Tom Garrity, the owner of a high-profile public relations firm and a spokesman for the Santolina Development Team, gave a statement attacking O’Malley for “promoting her handpicked candidate who was recently transplanted into the district from the Northeast Heights.”
The PAC has attacked Pedroza for not growing up or always living in District 2, which includes Albuquerque’s South Valley and the Southwest Mesa. Pedroza, who works in the South Valley, has said he’s committed to raising his kids in the district.
“We are confident the PAC is operating pursuant to County ordinance,” Garrity’s statement reads. “It is unfortunate that Commissioner O’Malley is using her position as a Bernalillo County Commissioner to influence the District 2 election.”
O’Malley, however, argues that Santolina developers are trying to buy the election to get public subsidies from the county.

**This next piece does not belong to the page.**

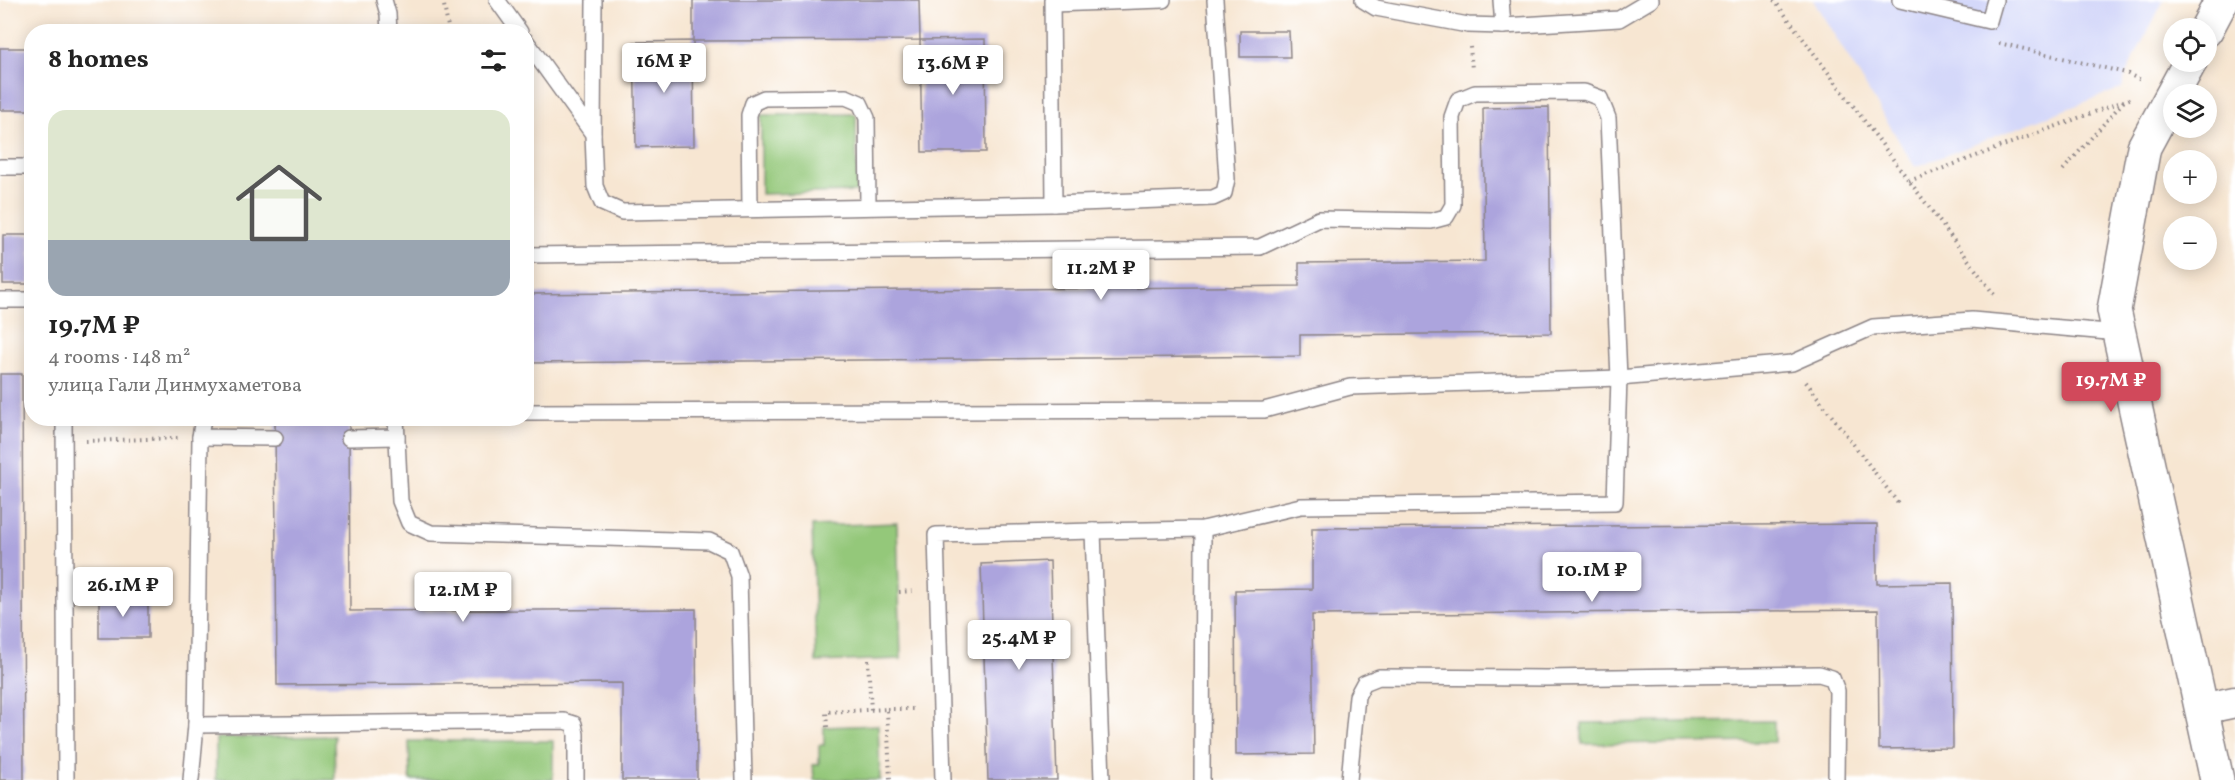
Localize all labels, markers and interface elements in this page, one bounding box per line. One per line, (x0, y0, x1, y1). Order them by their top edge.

“It’s unusual for a situation where you have this much at stake,” she said.
Neri Holguin, Pedroza’s campaign manager, praised O’Malley’s request.
“An investigation is really called for because it’s been so blatantly obvious,” Holguin said in a statement. “Santolina developers knew exactly what they were doing when they formed their phony PAC to try to stop Adrián Pedroza’s bid for the county commission.”
Bernalillo County Attorney Ken Martinez tells NM Political Report that the county’s ethics commission will handle O’Malley’s complaint.